The Maryville Daily Forum by Eric Sheehan. “When we decided to move to this happy little Ville almost a decade ago we toured a bunch of houses. One in particular caught our eye. It was a turn of the century (1900) beauty with so much character only a fool could pass it up. Sure it needed a lot of cosmetic work and updates but that is part of being a homeowner, right?”
“We moved in and rolled up our sleeves. Layer upon layer of wallpaper was steamed and scraped to expose the beautiful plaster walls beneath. Sure there were cracks but that was just part of the character of a century old house. We had a check list and started to go room by room doing the what we could while the house built equity so we could afford the larger renovations like remodeling the 70’s kitchen and 80’s bath. Then the housing bubble popped. Our home’s value deflated like a helium balloon left out in the cold. Suddenly the biggest investment of our lives was becoming our biggest mistake.”
“I was bemoaning this predicament with a friend when he stopped me and said, ‘What you have there is a Money Pit.’ I paused and stared blankly at him. ‘You know, Money Pit, with Tom Hanks, came out in the 80’s,’ he clarified, ‘and Neighbors, the family that has a frat move in right next door to them….that’s you buddy.’”
“He was right, our home had become a financial vacuum and to compound things all the houses on our block had become rentals and not just family rentals, pack ‘em and stack ‘em college rentals. Our neighborhood has also become money making property for the most part. This caused a noticeable decrease in our resale value but there are also other benefits.

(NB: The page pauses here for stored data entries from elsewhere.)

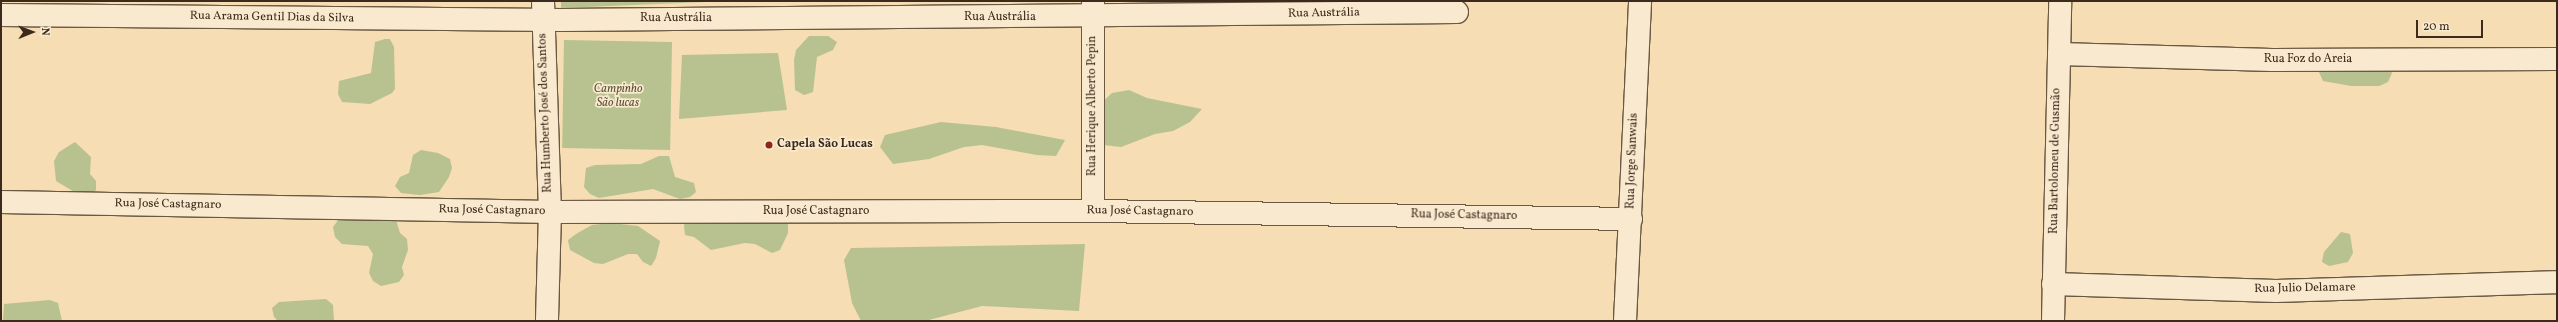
<!DOCTYPE html>
<meta charset="utf-8">
<style>
body{margin:0}
#map{position:relative;width:2558px;height:322px;overflow:hidden;background:#f6ddb3;font-family:Vollkorn,serif}
div>[style]{position:absolute}
.green>*{inset:0;background:#b7c290;transform-origin:0 0}
.roads{filter:drop-shadow(1px 0 #6a5842) drop-shadow(-1px 0 #6a5842) drop-shadow(0 1px #6a5842) drop-shadow(0 -1px #6a5842)}
.minor>*{height:22px;margin:-11px;padding:0 11px;transform-origin:11px;border-radius:11px;background:#f9e9ce}
.dots>*{width:11px;height:11px;translate:-50% -50%;box-sizing:border-box;border:2px solid #f9e9ce;border-radius:50%}
span{translate:-50% -50%;white-space:nowrap;text-align:center;line-height:1.15;-webkit-text-stroke:3.5px #f9e9ce;paint-order:stroke}
.street-label{font-size:12px;color:#3c2b1c}
.park-label{font-size:12px;color:#5b5139;font-style:italic}
.poi-label{font-size:12px;color:#3c2b1c;font-weight:700}
.left{translate:0 -50%;text-align:left}
.frame{position:absolute;inset:0;border:2px solid #3c2b1c;pointer-events:none}
.north{position:absolute;left:12px;top:12px;width:40px;height:40px;-webkit-text-stroke:3px #f9e9ce;paint-order:stroke;rotate:89deg;font-size:11px;font-weight:700;line-height:16px;text-align:center;color:#3c2b1c}
.north::after{content:'';display:block;margin:auto;width:14px;height:18px;background:#3c2b1c;clip-path:polygon(50% 0,100% 100%,50% 72%,0 100%)}
.scale{position:absolute;left:2416px;top:20px;width:67px;height:18px;box-sizing:border-box;border:2px solid #3c2b1c;border-top:0;padding-left:5px;font-size:12px;line-height:14px;white-space:nowrap;color:#3c2b1c;-webkit-text-stroke:3px #f9e9ce;paint-order:stroke}
</style>
<div id="map">
<div class="green">
<div style="clip-path:polygon(561px 1px,729px 1px,561px 8px)"></div>
<div style="clip-path:polygon(809px 36px,828px 36px,837px 42px,833px 50px,817px 57px,813px 92px,804px 95px,795px 90px,794px 60px,796px 50px)"></div>
<div style="clip-path:polygon(385px 39px,390px 39px,394px 47px,395px 89px,392px 93px,370px 104px,342px 102px,338px 94px,339px 81px,371px 73px,375px 42px)"></div>
<div style="left:672px;top:42px;width:108px;height:108px;rotate:91deg"></div>
<div style="clip-path:polygon(778px 53px,787px 110px,679px 119px,682px 55px)"></div>
<div style="clip-path:polygon(2325px 65px,2388px 65px,2392px 73px,2388px 82px,2379px 86px,2351px 86px,2323px 81px,2319px 72px)"></div>
<div style="clip-path:polygon(1129px 90px,1147px 98px,1202px 109px,1190px 122px,1173px 131px,1155px 134px,1121px 147px,1103px 145px,1098px 106px,1112px 93px)"></div>
<div style="clip-path:polygon(941px 122px,996px 127px,1065px 140px,1056px 156px,1037px 155px,982px 145px,964px 147px,929px 159px,893px 164px,880px 147px,885px 135px)"></div>
<div style="clip-path:polygon(75px 142px,91px 157px,90px 174px,96px 181px,96px 190px,90px 196px,81px 196px,56px 181px,54px 161px,59px 152px)"></div>
<div style="clip-path:polygon(421px 150px,438px 153px,450px 159px,452px 168px,449px 177px,439px 192px,420px 195px,401px 193px,395px 186px,400px 177px,409px 173px,413px 155px)"></div>
<div style="clip-path:polygon(659px 156px,669px 156px,675px 177px,694px 183px,696px 192px,690px 197px,680px 199px,653px 189px,599px 198px,590px 194px,584px 187px,586px 168px,595px 165px,641px 164px)"></div>
<div style="clip-path:polygon(395px 217px,400px 233px,407px 239px,408px 250px,402px 267px,404px 275px,399px 282px,381px 286px,373px 281px,369px 273px,373px 254px,368px 246px,342px 244px,335px 237px,333px 227px,339px 219px)"></div>
<div style="clip-path:polygon(780px 217px,788px 224px,788px 233px,780px 250px,772px 253px,755px 244px,745px 243px,711px 250px,694px 237px,685px 235px,684px 225px,689px 218px)"></div>
<div style="clip-path:polygon(611px 223px,638px 226px,660px 241px,656px 258px,651px 266px,643px 262px,637px 254px,628px 254px,603px 264px,594px 263px,570px 250px,568px 240px,576px 234px,592px 225px)"></div>
<div style="clip-path:polygon(2341px 232px,2350px 234px,2353px 253px,2348px 262px,2329px 266px,2322px 262px,2324px 252px)"></div>
<div style="clip-path:polygon(1085px 244px,1079px 311px,982px 306px,925px 321px,861px 321px,852px 303px,844px 260px,851px 248px)"></div>
<div style="clip-path:polygon(326px 299px,333px 305px,334px 321px,278px 321px,274px 317px,272px 308px,279px 302px)"></div>
<div style="clip-path:polygon(50px 300px,58px 303px,62px 321px,3px 321px,4px 304px)"></div>
</div>
<div class="roads">
<div class="minor">
<div style="left:543px;top:1px;width:211px;rotate:88.1deg"></div>
<div style="left:550px;top:212px;width:109px;rotate:91.6deg"></div>
<div style="left:1px;top:15px;width:561px;rotate:0.51deg"></div>
<div style="left:562px;top:20px;width:895px;rotate:-0.51deg"></div>
<div style="left:2059px;top:54px;width:213px;rotate:1.6deg"></div>
<div style="left:2272px;top:60px;width:285px;rotate:-0.2deg"></div>
<div style="left:1px;top:202px;width:549px;rotate:1.04deg"></div>
<div style="left:550px;top:212px;width:543px;rotate:-0.11deg"></div>
<div style="left:1093px;top:211px;width:538px;rotate:0.85deg"></div>
<div style="left:1093px;top:211px;width:210px;rotate:-90deg"></div>
<div style="left:2053px;top:284px;width:223px;rotate:1.8deg"></div>
<div style="left:2276px;top:291px;width:281px;rotate:-1.8deg"></div>
<div style="left:1625px;top:321px;width:320px;rotate:-87.3deg"></div>
<div style="left:2053px;top:321px;width:320px;rotate:-88.7deg"></div>
</div>
</div>
<div class="dots">
<div style="left:769px;top:145px;background:#8f2418"></div>
</div>
<div class="street-label">
<span style="left:1324px;top:14px;rotate:-1deg">Rua Austrália</span>
<span style="left:272px;top:18px;rotate:1deg">Rua Arama Gentil Dias da Silva</span>
<span style="left:1000px;top:18px">Rua Austrália</span>
<span style="left:676px;top:19px">Rua Austrália</span>
<span style="left:2308px;top:60px">Rua Foz do Areia</span>
<span style="left:1093px;top:106px;rotate:-90deg">Rua Herique Alberto Pepin</span>
<span style="left:546px;top:113px;rotate:-92deg">Rua Humberto José dos Santos</span>
<span style="left:1633px;top:161px;rotate:-88deg">Rua Jorge Sanwais</span>
<span style="left:2056px;top:161px;rotate:-89deg">Rua Bartolomeu de Gusmão</span>
<span style="left:168px;top:205px;rotate:1deg">Rua José Castagnaro</span>
<span style="left:492px;top:211px;rotate:1deg">Rua José Castagnaro</span>
<span style="left:816px;top:212px">Rua José Castagnaro</span>
<span style="left:1140px;top:212px;rotate:1deg">Rua José Castagnaro</span>
<span style="left:1464px;top:216px;rotate:1deg">Rua José Castagnaro</span>
<span style="left:2305px;top:289px;rotate:-1deg">Rua Julio Delamare</span>
</div>
<div class="park-label">
<span style="left:618px;top:97px">Campinho<br>São lucas</span>
</div>
<div class="poi-label">
<span class="left" style="left:777px;top:145px">Capela São Lucas</span>
</div>
<div class="frame"></div>
<div class="north">N</div>
<div class="scale">20 m</div>
</div>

A couple years back my son and mother got to see one of the neighbor kids streak around the house. We have had at least one young man pass out in the driveway and yet another try to come in our back door insisting that it was his house, they are so adorable at that age. Lucky for us since the central air is out it is almost impossible to hear the late night revelry over the window unit and three fans that cool our bedroom.”

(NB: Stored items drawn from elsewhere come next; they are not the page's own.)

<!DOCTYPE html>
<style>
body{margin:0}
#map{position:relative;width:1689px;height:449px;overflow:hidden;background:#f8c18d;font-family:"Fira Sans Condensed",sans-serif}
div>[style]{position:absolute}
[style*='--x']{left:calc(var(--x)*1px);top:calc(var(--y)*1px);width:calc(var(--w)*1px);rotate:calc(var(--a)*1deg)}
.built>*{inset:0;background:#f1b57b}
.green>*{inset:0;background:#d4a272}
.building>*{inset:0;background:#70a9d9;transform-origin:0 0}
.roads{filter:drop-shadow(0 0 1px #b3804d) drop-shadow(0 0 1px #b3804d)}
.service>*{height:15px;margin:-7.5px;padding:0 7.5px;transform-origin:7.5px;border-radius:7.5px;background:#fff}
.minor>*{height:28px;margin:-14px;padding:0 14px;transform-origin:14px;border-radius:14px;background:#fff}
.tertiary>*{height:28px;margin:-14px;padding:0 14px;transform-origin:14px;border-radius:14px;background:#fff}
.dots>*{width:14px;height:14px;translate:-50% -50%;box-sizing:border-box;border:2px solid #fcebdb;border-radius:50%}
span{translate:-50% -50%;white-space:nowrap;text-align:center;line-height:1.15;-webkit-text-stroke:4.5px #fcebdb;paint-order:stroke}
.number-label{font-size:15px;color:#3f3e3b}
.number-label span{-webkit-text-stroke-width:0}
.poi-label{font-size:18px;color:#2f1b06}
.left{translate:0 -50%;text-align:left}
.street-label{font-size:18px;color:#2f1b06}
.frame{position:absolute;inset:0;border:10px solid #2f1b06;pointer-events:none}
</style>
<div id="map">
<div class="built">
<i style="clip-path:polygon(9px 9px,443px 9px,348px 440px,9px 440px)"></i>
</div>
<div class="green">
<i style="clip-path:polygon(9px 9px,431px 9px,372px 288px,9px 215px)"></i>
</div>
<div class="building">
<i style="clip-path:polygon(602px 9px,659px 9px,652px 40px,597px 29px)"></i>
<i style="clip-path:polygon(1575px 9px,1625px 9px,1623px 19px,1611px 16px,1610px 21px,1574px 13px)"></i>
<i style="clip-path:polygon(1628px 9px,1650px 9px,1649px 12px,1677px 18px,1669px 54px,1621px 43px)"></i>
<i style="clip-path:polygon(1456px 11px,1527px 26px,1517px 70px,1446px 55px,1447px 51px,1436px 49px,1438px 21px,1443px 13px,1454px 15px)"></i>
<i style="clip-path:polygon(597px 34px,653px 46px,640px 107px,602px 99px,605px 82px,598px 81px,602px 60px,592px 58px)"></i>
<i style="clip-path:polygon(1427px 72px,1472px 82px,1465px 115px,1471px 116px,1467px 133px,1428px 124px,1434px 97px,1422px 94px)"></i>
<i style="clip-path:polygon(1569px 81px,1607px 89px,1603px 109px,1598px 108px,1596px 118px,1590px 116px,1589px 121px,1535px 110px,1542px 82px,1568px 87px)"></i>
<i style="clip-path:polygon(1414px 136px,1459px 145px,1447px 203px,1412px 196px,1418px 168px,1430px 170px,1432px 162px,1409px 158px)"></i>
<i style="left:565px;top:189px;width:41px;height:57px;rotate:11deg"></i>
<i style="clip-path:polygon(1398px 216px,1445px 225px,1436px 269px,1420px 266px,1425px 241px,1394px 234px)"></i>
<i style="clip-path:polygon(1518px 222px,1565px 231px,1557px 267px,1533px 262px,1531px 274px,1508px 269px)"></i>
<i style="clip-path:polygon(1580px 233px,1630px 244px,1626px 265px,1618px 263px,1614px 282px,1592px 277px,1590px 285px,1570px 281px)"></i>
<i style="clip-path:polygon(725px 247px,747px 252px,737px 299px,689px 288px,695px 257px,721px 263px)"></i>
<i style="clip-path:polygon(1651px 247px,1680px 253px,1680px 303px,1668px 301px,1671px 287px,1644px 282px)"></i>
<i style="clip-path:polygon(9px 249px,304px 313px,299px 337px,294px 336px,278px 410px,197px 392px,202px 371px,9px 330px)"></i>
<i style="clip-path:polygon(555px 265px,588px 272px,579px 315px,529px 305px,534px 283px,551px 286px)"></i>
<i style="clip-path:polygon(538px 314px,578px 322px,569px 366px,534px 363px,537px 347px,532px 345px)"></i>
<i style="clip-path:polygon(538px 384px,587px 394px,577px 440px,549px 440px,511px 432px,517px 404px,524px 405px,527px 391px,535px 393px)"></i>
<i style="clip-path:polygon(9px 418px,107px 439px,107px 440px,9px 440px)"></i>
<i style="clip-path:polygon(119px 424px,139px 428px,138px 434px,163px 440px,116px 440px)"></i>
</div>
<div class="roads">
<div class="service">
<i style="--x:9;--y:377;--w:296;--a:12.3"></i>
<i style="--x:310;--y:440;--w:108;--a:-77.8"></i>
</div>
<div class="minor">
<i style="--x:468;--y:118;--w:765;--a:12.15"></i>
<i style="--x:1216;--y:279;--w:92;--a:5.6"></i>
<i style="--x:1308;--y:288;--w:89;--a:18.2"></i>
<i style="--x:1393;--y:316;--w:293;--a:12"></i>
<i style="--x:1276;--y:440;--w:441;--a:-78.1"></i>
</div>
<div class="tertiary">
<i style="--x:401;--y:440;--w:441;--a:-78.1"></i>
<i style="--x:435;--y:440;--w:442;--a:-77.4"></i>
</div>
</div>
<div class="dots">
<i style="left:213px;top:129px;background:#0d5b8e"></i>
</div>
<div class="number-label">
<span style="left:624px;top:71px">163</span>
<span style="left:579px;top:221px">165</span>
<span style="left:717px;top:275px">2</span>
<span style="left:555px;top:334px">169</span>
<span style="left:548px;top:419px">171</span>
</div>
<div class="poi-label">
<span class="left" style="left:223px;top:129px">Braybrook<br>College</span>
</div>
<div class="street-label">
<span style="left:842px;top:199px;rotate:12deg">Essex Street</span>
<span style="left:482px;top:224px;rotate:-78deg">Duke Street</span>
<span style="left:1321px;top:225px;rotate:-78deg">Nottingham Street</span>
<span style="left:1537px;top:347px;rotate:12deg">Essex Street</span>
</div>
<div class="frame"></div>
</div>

“It hasn’t all been bad though. So many memories are held within the walls of that grand old house. She really has served us well, we just happened along 30 years late. Our next home will be a townhouse if I get my way and it will be rented. It’s not that home ownership is all bad, I just don’t think we’re cut out for it.”
“While I’m on the subject any one interested in one heck of an investment property? You could probably get eight kids in it, finish the attic and make that 12 and if they can swim you could fit three more in the basement … don’t worry I fixed all that stuff I mentioned.”